Exercise requirements - Search the records below for the string "absolute" and copy each line where it turns up.

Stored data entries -
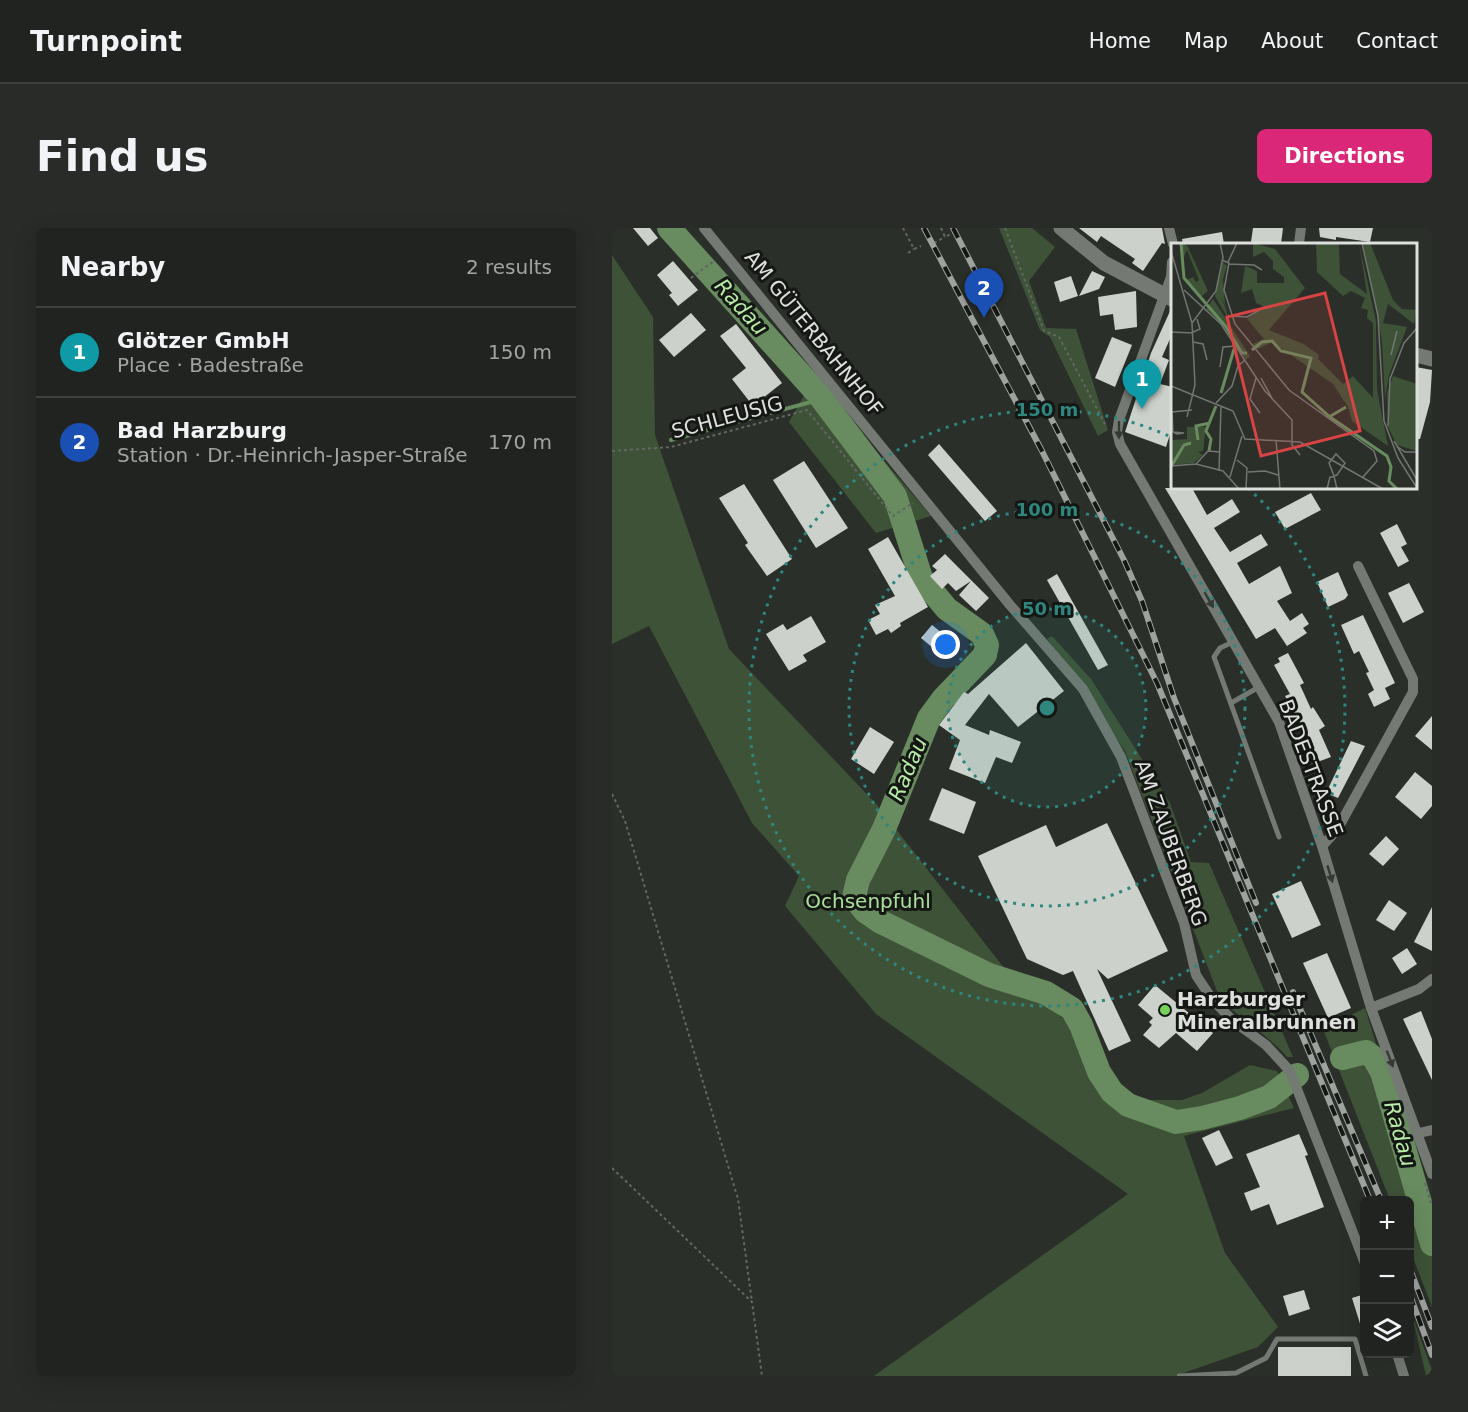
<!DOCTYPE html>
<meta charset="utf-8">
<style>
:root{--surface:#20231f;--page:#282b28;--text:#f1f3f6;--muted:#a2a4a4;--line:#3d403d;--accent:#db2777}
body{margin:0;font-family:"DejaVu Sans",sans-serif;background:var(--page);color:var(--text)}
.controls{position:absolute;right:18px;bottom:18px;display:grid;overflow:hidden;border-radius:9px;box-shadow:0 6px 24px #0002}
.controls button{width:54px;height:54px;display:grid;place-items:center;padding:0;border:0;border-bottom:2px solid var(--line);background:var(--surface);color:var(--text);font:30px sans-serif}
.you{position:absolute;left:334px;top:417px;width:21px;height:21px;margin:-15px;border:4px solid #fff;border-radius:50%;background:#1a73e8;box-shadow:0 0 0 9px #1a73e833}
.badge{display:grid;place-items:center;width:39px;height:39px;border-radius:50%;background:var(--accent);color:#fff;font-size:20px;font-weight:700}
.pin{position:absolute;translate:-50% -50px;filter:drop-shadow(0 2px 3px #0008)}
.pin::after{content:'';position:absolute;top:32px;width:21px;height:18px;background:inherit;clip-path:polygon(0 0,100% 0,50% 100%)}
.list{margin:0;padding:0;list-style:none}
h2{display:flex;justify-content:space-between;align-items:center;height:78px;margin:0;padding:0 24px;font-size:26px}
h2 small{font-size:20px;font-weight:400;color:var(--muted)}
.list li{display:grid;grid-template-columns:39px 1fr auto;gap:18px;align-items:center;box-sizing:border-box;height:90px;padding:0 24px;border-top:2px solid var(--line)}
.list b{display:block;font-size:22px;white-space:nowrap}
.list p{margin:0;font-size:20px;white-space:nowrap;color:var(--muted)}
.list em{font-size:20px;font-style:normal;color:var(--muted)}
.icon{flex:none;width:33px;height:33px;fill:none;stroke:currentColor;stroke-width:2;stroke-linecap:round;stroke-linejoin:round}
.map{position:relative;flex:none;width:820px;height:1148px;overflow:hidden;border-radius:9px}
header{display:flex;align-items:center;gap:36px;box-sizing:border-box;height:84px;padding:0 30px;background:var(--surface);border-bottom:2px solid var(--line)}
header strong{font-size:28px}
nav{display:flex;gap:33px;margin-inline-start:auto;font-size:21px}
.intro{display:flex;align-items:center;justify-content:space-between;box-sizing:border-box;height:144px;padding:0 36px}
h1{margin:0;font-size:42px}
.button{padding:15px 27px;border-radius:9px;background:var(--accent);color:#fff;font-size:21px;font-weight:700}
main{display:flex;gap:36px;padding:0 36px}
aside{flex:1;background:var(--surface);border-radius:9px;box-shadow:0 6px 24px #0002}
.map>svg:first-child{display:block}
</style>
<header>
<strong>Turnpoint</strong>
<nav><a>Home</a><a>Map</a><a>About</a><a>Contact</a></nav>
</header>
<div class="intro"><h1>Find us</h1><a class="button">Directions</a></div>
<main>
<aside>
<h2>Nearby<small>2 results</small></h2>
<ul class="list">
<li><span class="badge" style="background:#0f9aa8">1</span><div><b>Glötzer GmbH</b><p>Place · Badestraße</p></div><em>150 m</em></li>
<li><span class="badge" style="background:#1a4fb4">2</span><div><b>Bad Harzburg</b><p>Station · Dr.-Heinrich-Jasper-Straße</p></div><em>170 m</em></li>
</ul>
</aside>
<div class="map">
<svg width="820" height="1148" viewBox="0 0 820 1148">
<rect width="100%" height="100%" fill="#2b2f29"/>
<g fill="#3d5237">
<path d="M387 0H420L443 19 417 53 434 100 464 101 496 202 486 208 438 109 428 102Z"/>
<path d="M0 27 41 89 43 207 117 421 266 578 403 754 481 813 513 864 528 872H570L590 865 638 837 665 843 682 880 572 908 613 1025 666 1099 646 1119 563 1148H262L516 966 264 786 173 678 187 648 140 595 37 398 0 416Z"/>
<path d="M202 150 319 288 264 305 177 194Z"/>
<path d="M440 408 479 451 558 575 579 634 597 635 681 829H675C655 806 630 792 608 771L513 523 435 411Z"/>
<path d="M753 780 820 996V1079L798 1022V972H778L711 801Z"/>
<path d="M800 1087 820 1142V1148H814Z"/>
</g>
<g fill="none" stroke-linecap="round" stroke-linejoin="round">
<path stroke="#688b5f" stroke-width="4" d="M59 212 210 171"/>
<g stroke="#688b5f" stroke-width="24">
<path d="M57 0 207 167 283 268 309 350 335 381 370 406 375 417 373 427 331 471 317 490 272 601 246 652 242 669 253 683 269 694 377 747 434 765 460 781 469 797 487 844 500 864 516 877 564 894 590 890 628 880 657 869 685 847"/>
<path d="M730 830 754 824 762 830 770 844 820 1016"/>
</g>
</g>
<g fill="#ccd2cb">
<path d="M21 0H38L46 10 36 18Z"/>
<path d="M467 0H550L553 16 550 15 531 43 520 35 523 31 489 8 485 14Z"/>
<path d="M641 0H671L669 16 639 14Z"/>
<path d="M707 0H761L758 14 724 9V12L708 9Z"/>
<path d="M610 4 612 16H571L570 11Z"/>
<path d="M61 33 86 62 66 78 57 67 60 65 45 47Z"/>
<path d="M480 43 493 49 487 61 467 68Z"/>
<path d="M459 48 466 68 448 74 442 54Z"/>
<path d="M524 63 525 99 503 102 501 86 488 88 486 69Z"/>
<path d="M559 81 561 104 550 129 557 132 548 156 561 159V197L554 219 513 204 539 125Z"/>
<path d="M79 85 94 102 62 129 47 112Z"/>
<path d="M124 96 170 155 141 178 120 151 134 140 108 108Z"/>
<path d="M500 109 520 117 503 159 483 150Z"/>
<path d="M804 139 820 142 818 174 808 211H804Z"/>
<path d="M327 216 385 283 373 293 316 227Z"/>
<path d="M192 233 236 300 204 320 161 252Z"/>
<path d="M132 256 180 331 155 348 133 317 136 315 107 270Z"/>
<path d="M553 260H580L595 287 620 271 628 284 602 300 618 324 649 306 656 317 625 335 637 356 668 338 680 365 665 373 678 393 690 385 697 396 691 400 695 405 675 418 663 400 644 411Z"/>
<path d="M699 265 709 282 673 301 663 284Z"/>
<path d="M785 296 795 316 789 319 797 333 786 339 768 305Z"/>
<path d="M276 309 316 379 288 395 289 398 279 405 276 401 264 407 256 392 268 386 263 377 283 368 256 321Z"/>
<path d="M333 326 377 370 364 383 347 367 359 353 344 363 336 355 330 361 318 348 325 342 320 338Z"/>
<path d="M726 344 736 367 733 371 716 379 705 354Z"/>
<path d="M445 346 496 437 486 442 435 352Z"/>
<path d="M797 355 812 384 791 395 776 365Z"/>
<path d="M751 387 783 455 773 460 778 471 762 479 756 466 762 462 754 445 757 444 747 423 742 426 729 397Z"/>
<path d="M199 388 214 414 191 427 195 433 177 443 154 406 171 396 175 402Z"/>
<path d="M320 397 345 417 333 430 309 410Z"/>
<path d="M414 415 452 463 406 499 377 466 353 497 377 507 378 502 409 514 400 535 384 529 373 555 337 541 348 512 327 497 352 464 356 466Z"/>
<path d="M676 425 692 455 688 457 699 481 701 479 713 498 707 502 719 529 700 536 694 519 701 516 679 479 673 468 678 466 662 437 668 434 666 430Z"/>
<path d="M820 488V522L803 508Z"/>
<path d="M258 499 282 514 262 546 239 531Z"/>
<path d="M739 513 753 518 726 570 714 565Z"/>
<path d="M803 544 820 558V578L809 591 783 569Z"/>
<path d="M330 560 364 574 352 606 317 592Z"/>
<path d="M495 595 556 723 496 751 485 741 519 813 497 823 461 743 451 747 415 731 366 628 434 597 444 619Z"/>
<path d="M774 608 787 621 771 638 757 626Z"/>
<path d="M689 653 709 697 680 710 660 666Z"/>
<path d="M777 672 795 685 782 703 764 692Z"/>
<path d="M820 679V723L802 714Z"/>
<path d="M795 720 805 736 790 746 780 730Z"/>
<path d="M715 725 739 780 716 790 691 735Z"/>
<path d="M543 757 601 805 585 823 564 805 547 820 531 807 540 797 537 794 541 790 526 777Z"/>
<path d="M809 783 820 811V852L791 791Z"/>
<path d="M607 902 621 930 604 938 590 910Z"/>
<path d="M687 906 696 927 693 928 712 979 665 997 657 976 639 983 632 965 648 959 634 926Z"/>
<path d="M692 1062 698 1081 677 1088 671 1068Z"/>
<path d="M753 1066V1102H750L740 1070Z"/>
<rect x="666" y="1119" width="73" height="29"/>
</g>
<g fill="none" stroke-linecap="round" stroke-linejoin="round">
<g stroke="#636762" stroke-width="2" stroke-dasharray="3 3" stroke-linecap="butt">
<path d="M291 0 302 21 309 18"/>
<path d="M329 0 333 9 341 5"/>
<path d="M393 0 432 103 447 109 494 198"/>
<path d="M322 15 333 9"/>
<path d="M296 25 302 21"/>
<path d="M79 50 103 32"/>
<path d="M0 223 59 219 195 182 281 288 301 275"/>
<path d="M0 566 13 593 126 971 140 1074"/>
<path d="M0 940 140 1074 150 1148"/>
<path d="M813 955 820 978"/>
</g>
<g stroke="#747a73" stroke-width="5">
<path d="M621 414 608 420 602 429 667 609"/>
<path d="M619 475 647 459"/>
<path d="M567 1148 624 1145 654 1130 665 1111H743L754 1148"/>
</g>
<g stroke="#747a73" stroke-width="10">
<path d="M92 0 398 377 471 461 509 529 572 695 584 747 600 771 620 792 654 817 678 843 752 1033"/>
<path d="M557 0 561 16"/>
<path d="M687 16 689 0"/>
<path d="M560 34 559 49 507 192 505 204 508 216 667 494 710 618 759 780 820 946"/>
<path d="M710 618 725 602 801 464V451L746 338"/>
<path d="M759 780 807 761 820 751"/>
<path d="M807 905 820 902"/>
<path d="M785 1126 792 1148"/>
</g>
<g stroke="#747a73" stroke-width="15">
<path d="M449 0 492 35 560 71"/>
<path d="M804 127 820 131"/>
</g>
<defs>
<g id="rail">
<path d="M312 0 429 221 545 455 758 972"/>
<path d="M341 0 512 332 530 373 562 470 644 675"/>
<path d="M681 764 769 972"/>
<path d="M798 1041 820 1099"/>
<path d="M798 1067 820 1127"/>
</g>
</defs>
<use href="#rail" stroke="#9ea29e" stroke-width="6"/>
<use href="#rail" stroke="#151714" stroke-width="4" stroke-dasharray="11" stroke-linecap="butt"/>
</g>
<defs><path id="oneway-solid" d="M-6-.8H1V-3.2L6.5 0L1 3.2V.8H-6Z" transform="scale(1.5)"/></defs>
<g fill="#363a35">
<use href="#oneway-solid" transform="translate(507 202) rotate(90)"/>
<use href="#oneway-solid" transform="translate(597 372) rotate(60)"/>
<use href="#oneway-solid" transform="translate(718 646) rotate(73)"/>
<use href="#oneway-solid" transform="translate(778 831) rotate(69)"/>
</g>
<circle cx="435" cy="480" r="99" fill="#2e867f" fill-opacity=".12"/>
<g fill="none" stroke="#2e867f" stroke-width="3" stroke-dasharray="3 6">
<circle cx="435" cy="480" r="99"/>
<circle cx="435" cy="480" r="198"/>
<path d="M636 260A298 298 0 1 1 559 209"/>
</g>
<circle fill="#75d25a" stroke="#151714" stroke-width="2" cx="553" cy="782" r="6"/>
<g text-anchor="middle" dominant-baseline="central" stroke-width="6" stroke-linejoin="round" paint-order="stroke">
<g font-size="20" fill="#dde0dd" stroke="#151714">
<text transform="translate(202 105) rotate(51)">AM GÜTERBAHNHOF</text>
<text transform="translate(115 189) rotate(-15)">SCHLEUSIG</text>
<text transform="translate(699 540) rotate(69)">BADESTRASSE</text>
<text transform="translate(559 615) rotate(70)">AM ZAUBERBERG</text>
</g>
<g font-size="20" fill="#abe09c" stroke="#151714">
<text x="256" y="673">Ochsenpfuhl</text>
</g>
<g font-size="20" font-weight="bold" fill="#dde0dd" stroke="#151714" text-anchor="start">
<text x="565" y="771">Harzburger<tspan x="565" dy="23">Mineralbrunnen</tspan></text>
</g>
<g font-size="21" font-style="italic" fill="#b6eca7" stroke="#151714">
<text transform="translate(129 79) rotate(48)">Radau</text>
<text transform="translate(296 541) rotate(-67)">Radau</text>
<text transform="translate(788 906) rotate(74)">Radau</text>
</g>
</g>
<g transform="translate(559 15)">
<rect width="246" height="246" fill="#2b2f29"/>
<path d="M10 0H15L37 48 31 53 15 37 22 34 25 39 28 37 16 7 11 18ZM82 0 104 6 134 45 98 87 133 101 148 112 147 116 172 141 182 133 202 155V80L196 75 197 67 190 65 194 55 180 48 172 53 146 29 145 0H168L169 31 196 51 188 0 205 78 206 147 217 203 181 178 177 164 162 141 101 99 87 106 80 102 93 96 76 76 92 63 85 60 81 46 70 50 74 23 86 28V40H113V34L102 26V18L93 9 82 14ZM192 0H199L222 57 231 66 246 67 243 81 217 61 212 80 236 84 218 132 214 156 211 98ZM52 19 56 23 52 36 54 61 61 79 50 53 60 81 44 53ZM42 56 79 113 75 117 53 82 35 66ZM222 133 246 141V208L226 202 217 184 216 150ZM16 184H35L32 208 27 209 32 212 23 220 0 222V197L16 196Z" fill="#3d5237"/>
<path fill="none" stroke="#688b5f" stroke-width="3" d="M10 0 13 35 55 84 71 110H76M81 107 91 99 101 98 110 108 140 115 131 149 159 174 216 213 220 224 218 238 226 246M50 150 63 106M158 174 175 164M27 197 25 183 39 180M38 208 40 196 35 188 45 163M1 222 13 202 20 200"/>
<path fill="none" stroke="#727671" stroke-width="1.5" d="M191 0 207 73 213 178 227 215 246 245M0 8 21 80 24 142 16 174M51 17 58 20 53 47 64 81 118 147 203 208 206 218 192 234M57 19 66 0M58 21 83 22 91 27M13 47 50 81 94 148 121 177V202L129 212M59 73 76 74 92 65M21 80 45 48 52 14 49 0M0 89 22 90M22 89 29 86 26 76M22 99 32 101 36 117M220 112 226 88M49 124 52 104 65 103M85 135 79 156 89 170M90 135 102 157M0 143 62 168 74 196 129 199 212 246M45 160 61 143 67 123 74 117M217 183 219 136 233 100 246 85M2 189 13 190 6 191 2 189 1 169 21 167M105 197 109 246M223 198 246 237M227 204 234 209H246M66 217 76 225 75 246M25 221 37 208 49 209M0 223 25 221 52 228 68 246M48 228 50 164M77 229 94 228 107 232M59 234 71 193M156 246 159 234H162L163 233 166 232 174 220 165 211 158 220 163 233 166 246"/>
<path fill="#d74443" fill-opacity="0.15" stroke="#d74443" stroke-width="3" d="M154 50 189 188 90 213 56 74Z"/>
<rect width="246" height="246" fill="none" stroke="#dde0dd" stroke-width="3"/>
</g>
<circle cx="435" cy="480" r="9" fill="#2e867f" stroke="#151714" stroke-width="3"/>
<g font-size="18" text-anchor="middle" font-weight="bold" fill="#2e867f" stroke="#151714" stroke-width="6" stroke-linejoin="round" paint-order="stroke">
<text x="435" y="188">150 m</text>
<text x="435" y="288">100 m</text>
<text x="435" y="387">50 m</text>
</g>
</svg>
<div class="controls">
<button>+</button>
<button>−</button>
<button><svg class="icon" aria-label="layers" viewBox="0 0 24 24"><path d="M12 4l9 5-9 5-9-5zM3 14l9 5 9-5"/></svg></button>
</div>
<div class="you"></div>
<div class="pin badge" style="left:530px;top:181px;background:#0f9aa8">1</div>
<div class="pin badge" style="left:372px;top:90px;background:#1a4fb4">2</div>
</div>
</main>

Result of the task -
.controls{position:absolute;right:18px;bottom:18px;display:grid;overflow:hidden;border-radius:9px;box-shadow:0 6px 24px #0002}
.you{position:absolute;left:334px;top:417px;width:21px;height:21px;margin:-15px;border:4px solid #fff;border-radius:50%;background:#1a73e8;box-shadow:0 0 0 9px #1a73e833}
.pin{position:absolute;translate:-50% -50px;filter:drop-shadow(0 2px 3px #0008)}
.pin::after{content:'';position:absolute;top:32px;width:21px;height:18px;background:inherit;clip-path:polygon(0 0,100% 0,50% 100%)}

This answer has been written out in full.